Somehow modern town planning has yet to solve town planning problems in Nigeria. Overcrowding, traffic jams and park anywhere you like are a few of the problems of modern cities around the world. Some countries use roundabouts to solve the problem like Britain. Other countries deploy straight roads with innumerable architecture of skyscraper traffic lights. Problems solved. From time to time, the city is held down by numerous cows, born again vehicles and instant motorcycle repairer point by the side of the road. In no time at all, vulcanizers, battery fixer, bump air provider arrive to join the corporation. City Council decides to construct a Ring, grand-father of the round-about. Various build to rent get a copy of the ring road. In no time at all, houses, face-me-I-face-you arise. By the time the Ring Road is complete, the town has ballooned out away from the old centre of the town. All that has happened is that the heavy traffic has now shifted to the new town! In some cases, the bush takes over the old road and old houses are abandoned and the village or town shifts left or right. In a few years someone looking for his old school that was on the old old ring road cannot find it. The forest has swallowed it.
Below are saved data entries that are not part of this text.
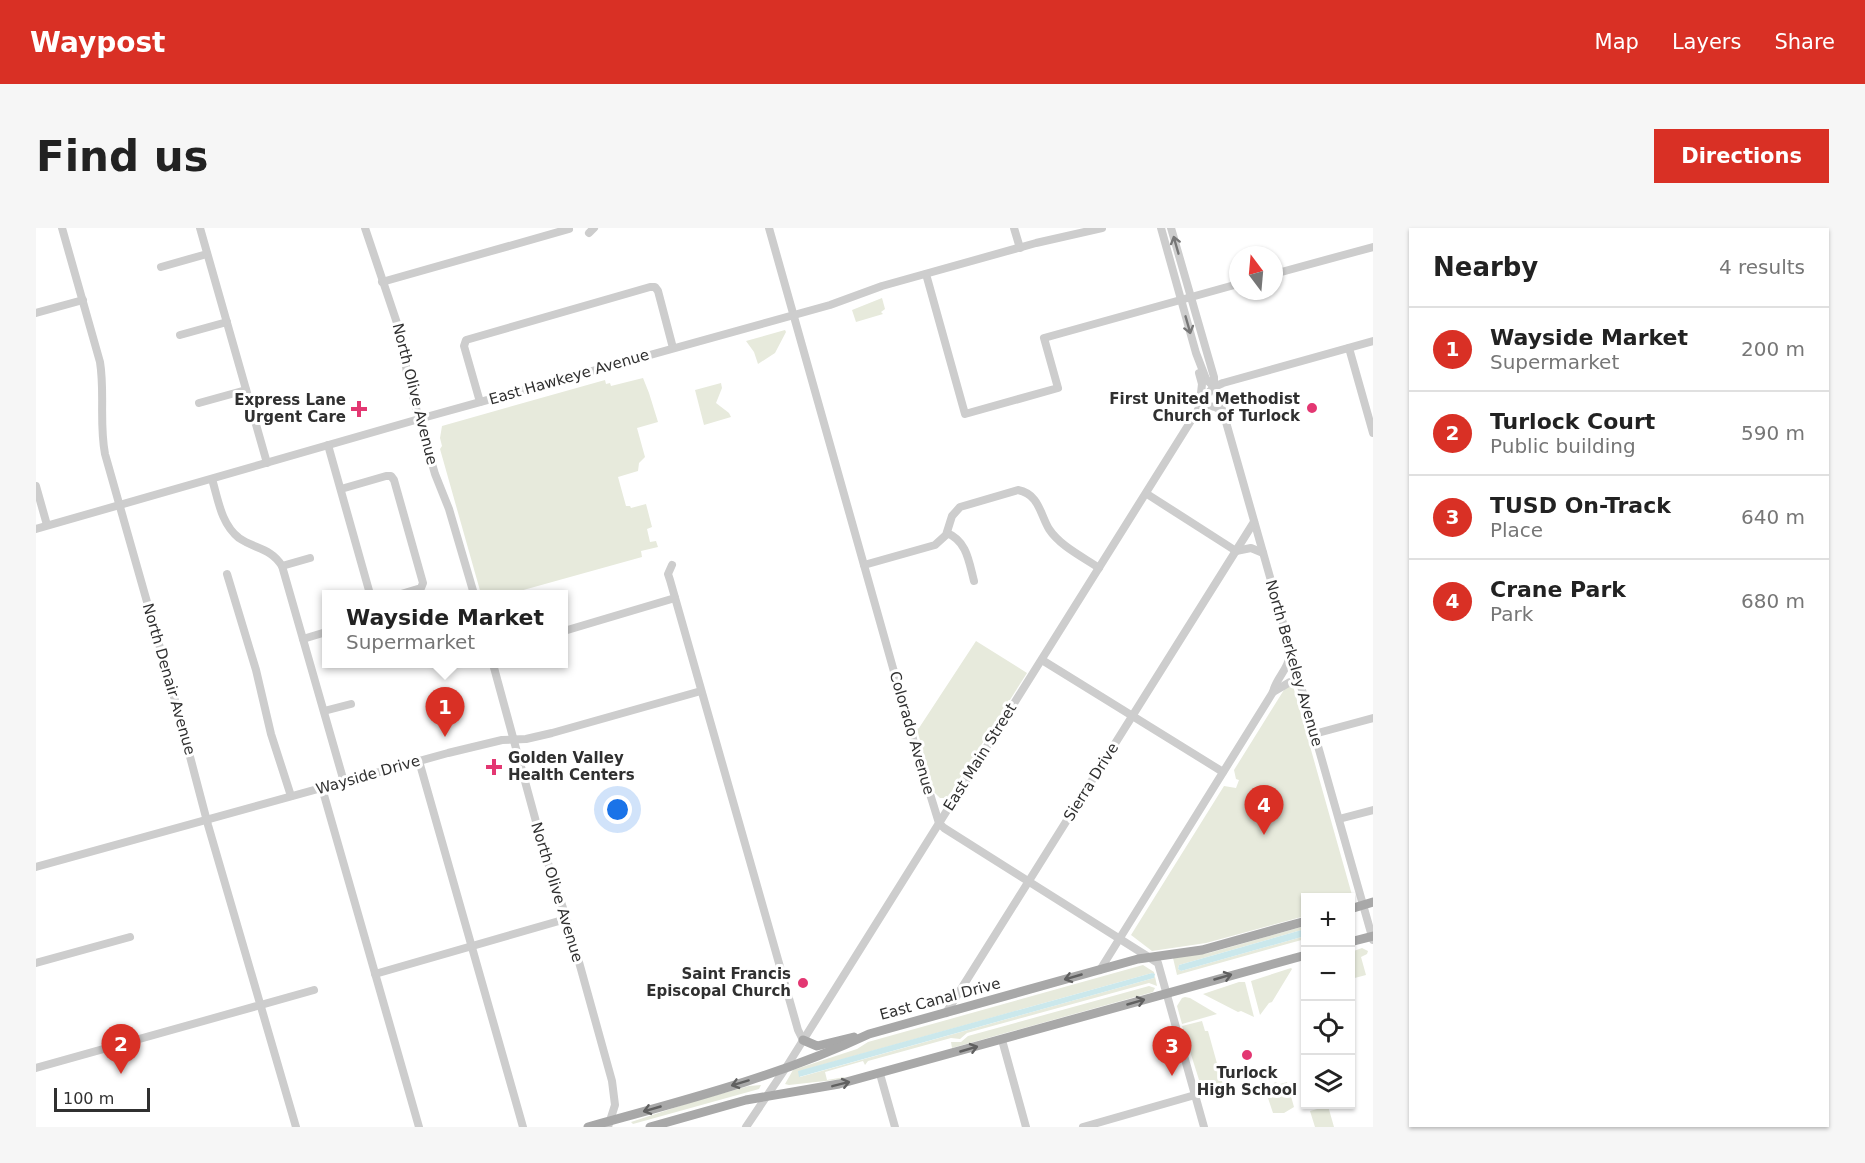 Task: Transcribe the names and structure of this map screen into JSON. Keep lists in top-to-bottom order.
{
  "streets": {
    "main road": ["East Canal Drive"],
    "street": [
      "East Hawkeye Avenue",
      "North Olive Avenue",
      "North Berkeley Avenue",
      "North Denair Avenue",
      "Colorado Avenue",
      "East Main Street",
      "Wayside Drive",
      "Sierra Drive"
    ]
  },
  "crossings": [
    ["East Hawkeye Avenue", "North Olive Avenue"],
    ["East Hawkeye Avenue", "North Denair Avenue"],
    ["East Hawkeye Avenue", "Colorado Avenue"],
    ["North Olive Avenue", "Wayside Drive"],
    ["North Olive Avenue", "East Canal Drive"],
    ["North Berkeley Avenue", "East Main Street"],
    ["North Berkeley Avenue", "Sierra Drive"],
    ["North Denair Avenue", "Wayside Drive"],
    ["Colorado Avenue", "East Main Street"],
    ["East Main Street", "East Canal Drive"],
    ["Sierra Drive", "East Canal Drive"]
  ],
  "places": {
    "other": ["First United Methodist Church of Turlock", "Saint Francis Episcopal Church", "Turlock High School"],
    "health": ["Express Lane Urgent Care", "Golden Valley Health Centers"]
  },
  "scale_bar": "100 m",
  "north": "top",
  "page": {
    "header": "Waypost",
    "nav": ["Map", "Layers", "Share"],
    "buttons": "Directions",
    "title": "Find us",
    "heading": ["Nearby", "4 results"],
    "list": [
      {
        "mark": "1",
        "name": "Wayside Market",
        "note": "Supermarket",
        "value": "200 m"
      },
      {
        "mark": "2",
        "name": "Turlock Court",
        "note": "Public building",
        "value": "590 m"
      },
      {
        "mark": "3",
        "name": "TUSD On-Track",
        "note": "Place",
        "value": "640 m"
      },
      {
        "mark": "4",
        "name": "Crane Park",
        "note": "Park",
        "value": "680 m"
      }
    ],
    "popup": ["Wayside Market", "Supermarket"],
    "pins": [
      "1",
      "4",
      "2",
      "3"
    ],
    "map_buttons": ["+", "−"],
    "scale": "100 m"
  }
}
This long introduction is report that in the last six weeks alone there have been three tragic accidents in the university town of Akungba-Akoko, the site of Adekunle Ajasin University. It is usual for new sites, for new universities to go far into the bush. The site of A.A.U. sits on the site of a primary school, which became a secondary school and finally a university. Years of trying to teach in the university and find its history yielded no result.

Those areas of the old Western Region are hilly, tortuous and dangerous roads. The road is right at the lips of the gutter. The market day is every third day. There is not one bank branch in town. The only banks are in the university, for students. Every market day is a potential day of tragedy. Imagine those Dangote 16 wheels lorries running down into the market.

The previous accident occurred in the unclear days of “Is the university closed or open?” Nobody knows how many fatalities were involved. There are no major hospital in Akungba. So, accident victims are taken back to Owo to be looked after. In the process, patients are lost. Sometimes trailer burns upon trailer upon students. Where there is no ID Book and no proper form of knowing who is who, it is the student who does not turn up in three months who has gone with the last accident.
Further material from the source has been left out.